RAFFLES: Reasoning-based Attribution of Faults for LLM Systems
- URL: http://arxiv.org/abs/2509.06822v1
- Date: Mon, 08 Sep 2025 15:57:14 GMT
- Title: RAFFLES: Reasoning-based Attribution of Faults for LLM Systems
- Authors: Chenyang Zhu, Spencer Hong, Jingyu Wu, Kushal Chawla, Charlotte Tang, Youbing Yin, Nathan Wolfe, Erin Babinsky, Daben Liu,
- Abstract summary: RAFFLES is an evaluation architecture that incorporates reasoning and iterative refinement.<n>RAFFLES operates as an iterative, multi-component pipeline, using a central Judge to systematically investigate faults.<n>Results demonstrate a key step towards introducing automated fault detection for autonomous systems.

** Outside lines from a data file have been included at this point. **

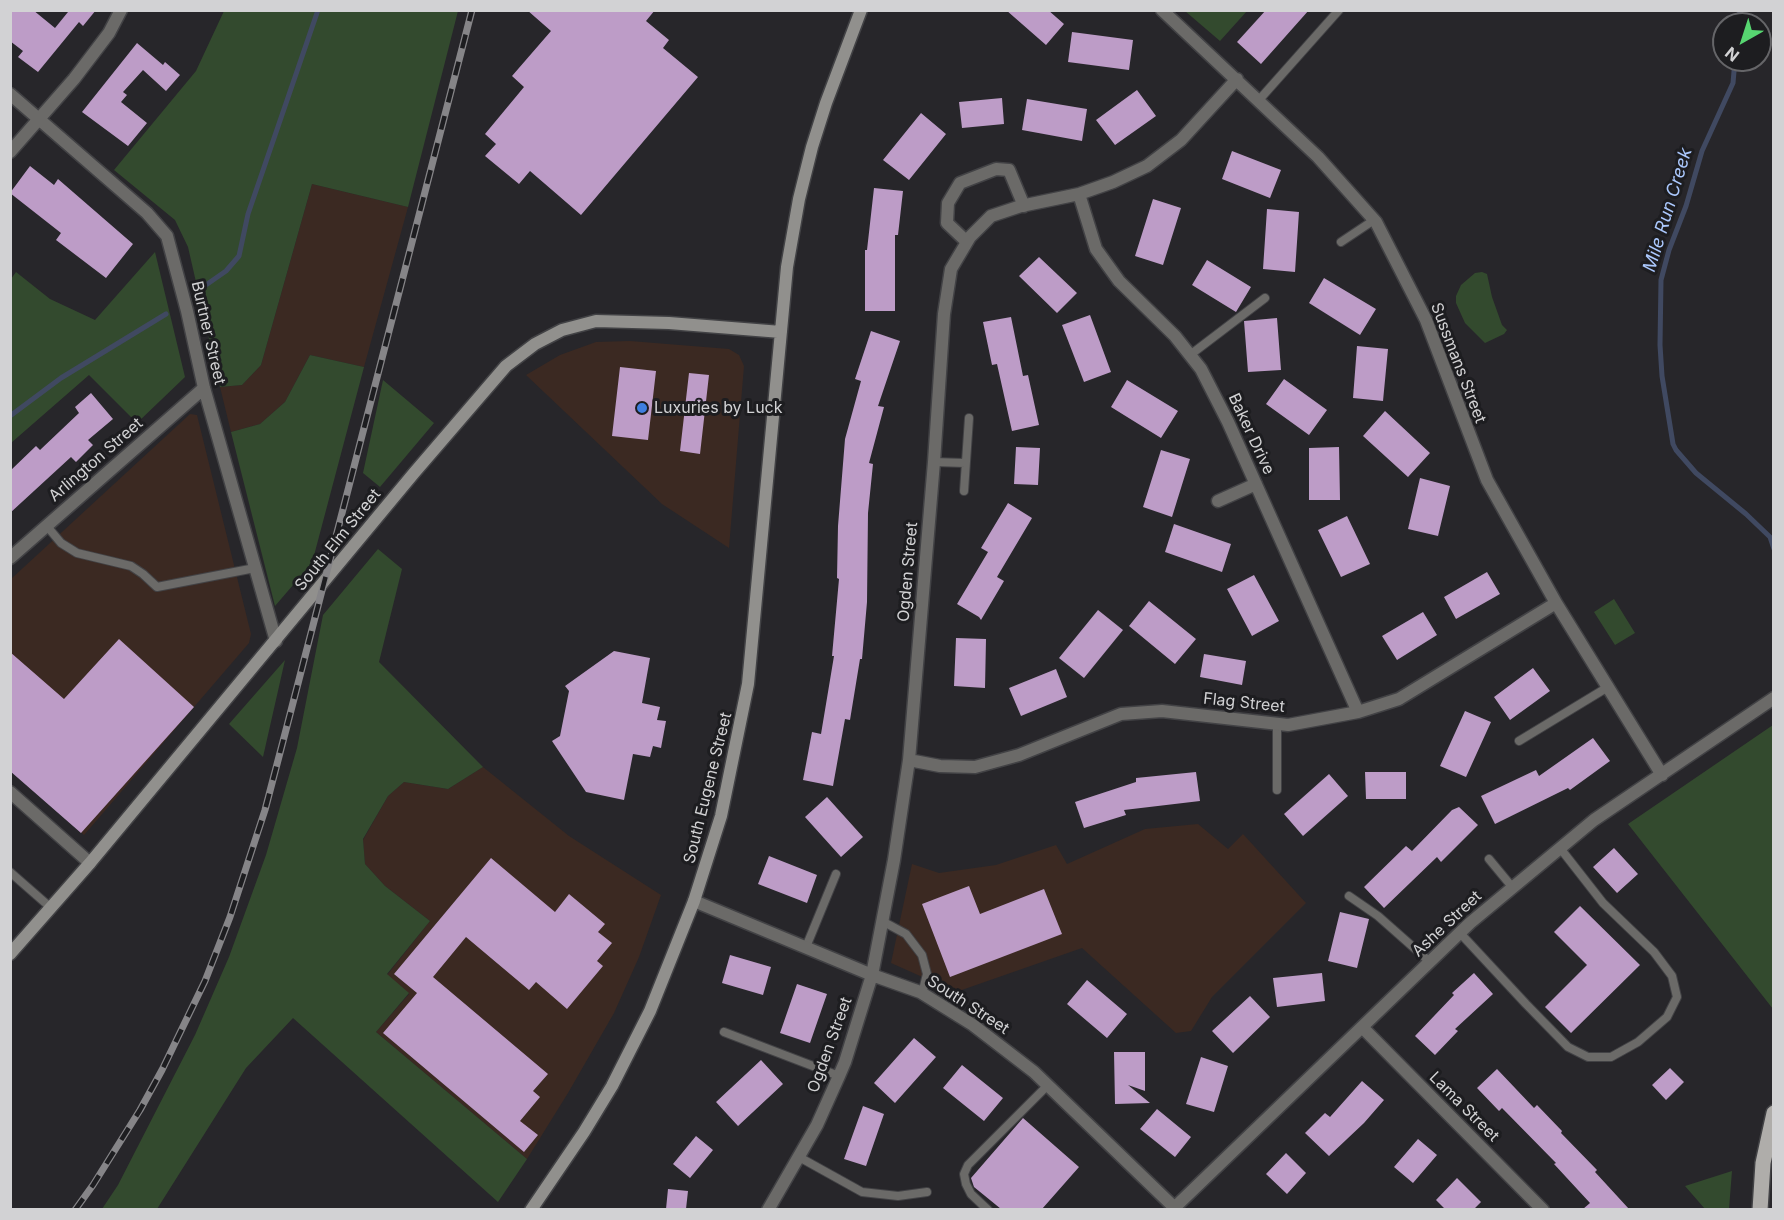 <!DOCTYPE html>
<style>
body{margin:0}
#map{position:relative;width:1784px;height:1220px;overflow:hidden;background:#27262a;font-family:Inter,sans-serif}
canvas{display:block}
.frame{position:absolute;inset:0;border:12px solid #d2d2d4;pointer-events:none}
.north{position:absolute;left:1712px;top:12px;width:60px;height:60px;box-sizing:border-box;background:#1d1d20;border:2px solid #656568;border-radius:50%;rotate:219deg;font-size:16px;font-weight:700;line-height:24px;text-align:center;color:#d2d2d4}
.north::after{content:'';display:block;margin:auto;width:21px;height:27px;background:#57d671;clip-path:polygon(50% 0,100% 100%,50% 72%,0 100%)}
</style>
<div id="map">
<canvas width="1784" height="1220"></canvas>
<div class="frame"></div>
<div class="north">N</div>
</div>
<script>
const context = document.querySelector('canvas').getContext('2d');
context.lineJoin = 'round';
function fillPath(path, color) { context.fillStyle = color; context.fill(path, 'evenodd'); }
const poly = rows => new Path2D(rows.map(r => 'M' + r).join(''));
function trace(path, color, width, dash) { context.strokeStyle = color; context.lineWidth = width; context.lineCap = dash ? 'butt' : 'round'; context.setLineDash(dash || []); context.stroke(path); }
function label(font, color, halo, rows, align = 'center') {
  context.font = font + ' Inter,sans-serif'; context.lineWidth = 6; context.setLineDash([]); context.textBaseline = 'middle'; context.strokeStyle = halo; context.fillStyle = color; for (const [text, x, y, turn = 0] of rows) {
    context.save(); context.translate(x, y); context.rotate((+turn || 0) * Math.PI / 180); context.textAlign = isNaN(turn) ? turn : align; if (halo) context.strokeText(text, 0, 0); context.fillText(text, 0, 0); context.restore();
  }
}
const commercial = poly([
 [312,184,408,207,364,367,310,355,285,402,260,424,231,432,220,387,242,385,261,365],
 [630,341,729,349,739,355,744,366,729,548,662,504,526,375,560,355,596,342],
 [190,414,197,415,251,634,249,643,84,835,11,771,11,579],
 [483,767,569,836,661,895,639,957,614,1013,568,1093,527,1159,376,1032,409,994,387,975,430,921,385,886,365,864,363,840,388,796,404,782,448,789],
 [1198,824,1228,849,1243,834,1306,903,1212,997,1191,1031,1176,1033,1082,948,956,992,891,963,912,864,939,873,996,865,1056,845,1067,864,1145,829]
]);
const green = poly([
 [224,11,458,11,408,207,312,184,261,365,242,385,220,387,188,247,175,220,114,170,196,71],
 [1185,11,1247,11,1220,41],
 [155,252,185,377,137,423,89,375,11,443,11,279,16,272,50,299,95,320],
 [1482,272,1487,274,1492,297,1502,325,1507,330,1504,334,1485,343,1465,323,1456,303,1456,296,1461,285,1475,273],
 [310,355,364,367,312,563,275,606,231,432,260,424,285,402],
 [383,380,434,423,380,487,363,473],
 [378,549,402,569,379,662,483,767,448,789,404,782,388,796,363,839,365,864,385,886,430,921,387,974,409,993,376,1032,527,1159,498,1202,293,1018,246,1068,157,1209,102,1209,118,1185,195,1035,229,957,266,855,297,748,323,615],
 [1614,599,1635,633,1615,645,1594,612],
 [285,660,263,757,229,724],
 [1773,725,1774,1008,1773,1009,1628,824],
 [1732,1171,1729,1209,1705,1209,1685,1186]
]);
const stream = poly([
 [1738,24,1740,10],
 [1735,60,1733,83,1702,151,1686,206,1669,250,1661,280,1660,345,1662,376,1673,444,1676,450,1696,473,1746,514,1770,537,1774,549],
 [203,287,226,271,239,256,248,214,318,10],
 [10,416,61,378,166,314]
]);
const building = poly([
 [10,10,33,10,55,28,68,12,66,10,96,10,83,26,79,22,38,72,18,57,23,51,10,41],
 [527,10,655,10,646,21,669,40,663,48,698,77,581,215,530,171,519,184,485,156,496,144,485,134,524,87,512,76,551,31],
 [1006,10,1048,10,1064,24,1046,45],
 [1266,10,1309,10,1261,64,1237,42],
 [1072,32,1133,40,1129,70,1068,62],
 [137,43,163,65,165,62,180,75,166,91,143,70,123,92,127,95,121,102,147,123,128,146,82,112],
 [1137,90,1156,116,1115,145,1096,120],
 [1002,98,1004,124,962,128,959,102],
 [1027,99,1087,109,1082,141,1022,130],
 [921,113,946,134,909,180,883,160],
 [1232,151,1281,170,1270,198,1222,179],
 [30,166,54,185,58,179,133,244,106,278,56,240,61,233,10,193],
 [874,188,903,191,898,235,895,235,895,311,865,311,865,250,867,250],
 [1153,199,1181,208,1163,265,1135,256],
 [1267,209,1299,212,1295,272,1263,269],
 [1039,257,1077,293,1057,313,1019,276],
 [1207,260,1251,287,1236,312,1192,285],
 [1324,278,1376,309,1360,335,1309,303],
 [1090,315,1111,372,1084,382,1062,325],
 [1011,317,1023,376,1028,375,1039,425,1012,431,997,364,992,365,983,322],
 [1277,318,1281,370,1248,372,1244,321],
 [871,331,900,341,878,406,884,407,869,463,873,464,868,513,867,602,862,659,860,659,850,720,845,719,833,786,803,780,812,732,821,734,834,656,832,656,839,579,837,578,838,526,845,439,861,381,855,379],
 [1357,346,1388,349,1383,401,1353,398],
 [620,367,656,371,648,440,612,436],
 [689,373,709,375,700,454,680,451],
 [1284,379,1327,410,1309,435,1266,404],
 [1127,380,1178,411,1161,438,1111,407],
 [91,393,113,419,88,440,93,445,76,462,71,457,10,513,10,471,36,446,40,450,79,413,75,407],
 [1385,411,1430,453,1408,477,1363,436],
 [1016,447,1040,448,1038,485,1014,484],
 [1339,447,1340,500,1309,500,1309,448],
 [1161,450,1190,459,1172,517,1143,507],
 [1420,478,1450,486,1438,536,1408,529],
 [1008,503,1032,518,997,577,1004,581,981,620,979,617,957,604,988,552,981,548],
 [1347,516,1370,564,1341,577,1318,530],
 [1174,524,1231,544,1222,572,1165,552],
 [1487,572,1500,594,1456,619,1444,597],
 [1254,575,1279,621,1252,636,1227,589],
 [1149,601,1196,639,1175,664,1129,626],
 [1098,610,1123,630,1084,678,1059,658],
 [1423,612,1437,635,1397,660,1382,636],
 [956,638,986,639,985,688,954,686],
 [119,639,194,707,81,833,10,771,10,652,64,699],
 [614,651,650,658,642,703,660,707,657,720,666,721,661,748,653,746,650,757,633,754,624,800,586,792,552,741,560,736,569,691,565,686],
 [1204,654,1246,661,1242,685,1200,677],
 [1533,668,1550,691,1510,720,1494,697],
 [1056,669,1067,697,1021,716,1009,688],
 [1465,711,1491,722,1466,777,1440,766],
 [1593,738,1610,761,1570,790,1568,788,1495,824,1481,796,1536,770,1539,776],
 [1196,772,1200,801,1124,810,1126,815,1084,828,1075,802,1136,782,1136,778],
 [1365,772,1406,772,1406,799,1366,799],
 [1329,774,1348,796,1303,836,1284,814],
 [827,797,863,837,841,857,805,817],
 [1459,807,1478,825,1441,862,1437,857,1384,908,1364,887,1406,846,1412,851,1452,810],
 [1614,848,1638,874,1617,893,1593,867],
 [769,856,817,875,807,903,758,884],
 [491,858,555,912,569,894,605,924,598,932,612,943,597,961,603,966,567,1009,536,982,529,990,466,937,433,977,548,1074,533,1091,540,1097,520,1121,538,1135,524,1152,383,1033,417,993,394,974],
 [969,886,980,914,1044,889,1062,934,950,977,922,904],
 [1580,906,1640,965,1571,1033,1545,1007,1587,965,1554,932],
 [1340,912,1369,919,1357,968,1328,961],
 [730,955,771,967,763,995,722,983],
 [1322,973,1325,1001,1277,1007,1273,978],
 [1474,973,1493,994,1455,1029,1458,1031,1435,1055,1415,1036,1454,995,1452,993],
 [1087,980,1127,1014,1107,1038,1067,1004],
 [797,984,827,994,810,1043,780,1033],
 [1250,996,1270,1017,1233,1053,1212,1031],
 [914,1038,936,1057,895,1103,874,1083],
 [1114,1052,1145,1052,1145,1091,1128,1085,1150,1103,1115,1104],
 [1201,1057,1228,1066,1214,1112,1186,1104],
 [761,1060,783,1084,738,1126,716,1102],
 [962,1065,1003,1098,984,1121,943,1088],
 [1670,1068,1684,1082,1666,1100,1652,1085],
 [1497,1069,1534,1108,1537,1105,1562,1131,1561,1133,1597,1170,1595,1172,1629,1209,1583,1209,1590,1203,1554,1164,1556,1163,1502,1108,1499,1111,1477,1088],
 [1362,1081,1384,1100,1364,1123,1329,1156,1305,1133,1325,1113,1330,1117],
 [863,1106,884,1114,866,1166,844,1159],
 [1157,1109,1191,1137,1175,1157,1140,1129],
 [1023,1118,1079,1167,1042,1209,1001,1209,974,1187,971,1178],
 [696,1136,713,1150,690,1178,673,1164],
 [1418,1139,1437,1155,1413,1183,1394,1167],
 [1286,1153,1306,1173,1287,1194,1266,1174],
 [1457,1178,1481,1202,1474,1209,1445,1209,1436,1200],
 [668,1189,688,1191,686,1209,666,1209]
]);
const lane = poly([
 [1259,100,1339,10],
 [1341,242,1374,220],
 [1190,355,1265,298],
 [934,462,965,463],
 [964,491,969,418],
 [46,525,61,543,77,553,131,566,143,574,157,587,255,568],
 [1277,724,1277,790],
 [1519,741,1608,687],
 [1489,859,1513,888],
 [10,872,50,907],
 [1349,896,1378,916,1430,962],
 [882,921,906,934,922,955,927,974,922,994],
 [1460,933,1526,1004,1568,1047,1588,1057,1611,1057,1638,1042,1667,1017,1677,997,1672,976,1654,952,1603,903,1560,848],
 [806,947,836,874],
 [724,1032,839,1076],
 [799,1157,862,1192,898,1196,927,1192],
 [988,1210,971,1194,966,1184,964,1174,968,1165,1048,1085]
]);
const street = poly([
 [1162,10,1318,157,1376,222,1426,320,1487,480,1556,603,1662,775],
 [10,94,147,213,167,236,187,311,204,388,276,641],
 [10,152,74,79,109,33,121,10],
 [1079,194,1096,249,1119,281,1175,336,1201,369,1228,422,1358,712],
 [967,242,947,223,948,203,960,183,996,169,1009,170,1024,206],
 [1218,501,1256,484],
 [10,558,204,388],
 [909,760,940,766,975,767,1019,755,1121,714,1162,711,1288,725,1358,712,1399,699,1556,603],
 [10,792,90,863],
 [694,901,872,975,920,992,973,1025,1034,1072,1177,1210],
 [1362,1027,1543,1210],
 [768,1210,817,1125,839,1076,845,1062,872,975,894,860,909,760,934,462,944,314,951,269,970,237,991,216,1021,206,1079,194,1113,182,1147,166,1181,140,1237,79],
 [1172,1210,1470,923,1594,820,1774,698]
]);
const secondary = poly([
 [10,954,90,863,414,473,506,366,535,344,562,330,596,321,669,323,781,332],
 [531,1210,584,1132,612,1086,650,1011,694,901,721,816,748,684,787,267,799,199,812,147,826,103,861,10]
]);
const primary = poly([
 [1760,1210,1763,1163,1774,1113]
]);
const rail = poly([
 [75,1210,93,1185,140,1110,162,1070,205,981,230,917,265,810,287,726,472,10]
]);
const markers = [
 [642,408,6,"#3f7fe0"]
];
const streetNames = [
 ["Burtner Street",208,333,77],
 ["Sussmans Street",1458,363,69],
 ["Baker Drive",1251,434,65],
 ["Arlington Street",96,460,-41],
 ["South Elm Street",338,540,-51],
 ["Ogden Street",908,572,-85],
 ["Flag Street",1244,703,6],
 ["South Eugene Street",708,788,-76],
 ["Ashe Street",1447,924,-43],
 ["South Street",968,1005,33],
 ["Ogden Street",830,1045,-70],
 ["Lama Street",1464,1107,45]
];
const poiNames = [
 ["Luxuries by Luck",654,408]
];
const waterNames = [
 ["Mile Run Creek",1668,210,-73]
];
fillPath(commercial, '#3b2922');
fillPath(green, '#334a2e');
trace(stream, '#404961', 5);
fillPath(building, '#bd9cc7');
trace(lane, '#424245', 10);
trace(street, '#424245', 15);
trace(secondary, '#424245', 15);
trace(primary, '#424245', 18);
trace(lane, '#6b6a68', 8);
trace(street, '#6b6a68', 12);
trace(secondary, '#91908d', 12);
trace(primary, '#afadaa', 15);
trace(rail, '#868588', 7);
trace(rail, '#1d1d20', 4.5, [14]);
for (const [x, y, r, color] of markers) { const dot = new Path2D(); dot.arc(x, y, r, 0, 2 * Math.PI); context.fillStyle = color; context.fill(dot); trace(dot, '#1d1d20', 2); }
label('16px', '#d2d2d4', '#1d1d20', streetNames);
label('16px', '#d2d2d4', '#1d1d20', poiNames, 'left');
label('italic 18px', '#abc8fd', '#1d1d20', waterNames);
</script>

- Score: 4.950398945013938
- License: http://creativecommons.org/licenses/by-nc-nd/4.0/
- Abstract: We have reached a critical roadblock in the development and enhancement of long-horizon, multi-component LLM agentic systems: it is incredibly tricky to identify where these systems break down and why. Evaluation capabilities that currently exist today (e.g., single pass LLM-as-a-judge) are limited in that they often focus on individual metrics or capabilities, end-to-end outcomes, and are narrowly grounded on the preferences of humans. We argue that to match the agentic capabilities, evaluation frameworks must also be able to reason, probe, iterate, and understand the complex logic passing through these systems over long horizons. In this paper, we present RAFFLES - an evaluation architecture that incorporates reasoning and iterative refinement. Specifically, RAFFLES operates as an iterative, multi-component pipeline, using a central Judge to systematically investigate faults and a set of specialized Evaluators to assess not only the system's components but also the quality of the reasoning by the Judge itself, thereby building a history of hypotheses. We tested RAFFLES against several baselines on the Who&When dataset, a benchmark designed to diagnose the "who" (agent) and "when" (step) of a system's failure. RAFFLES outperforms these baselines, achieving an agent-step fault pair accuracy of over 43% on the Algorithmically-Generated dataset (a substantial increase from the previously published best of 16.6%) and over 20% on the Hand-Crafted dataset (surpassing the previously published best of 8.8%). These results demonstrate a key step towards introducing automated fault detection for autonomous systems over labor-intensive manual human review.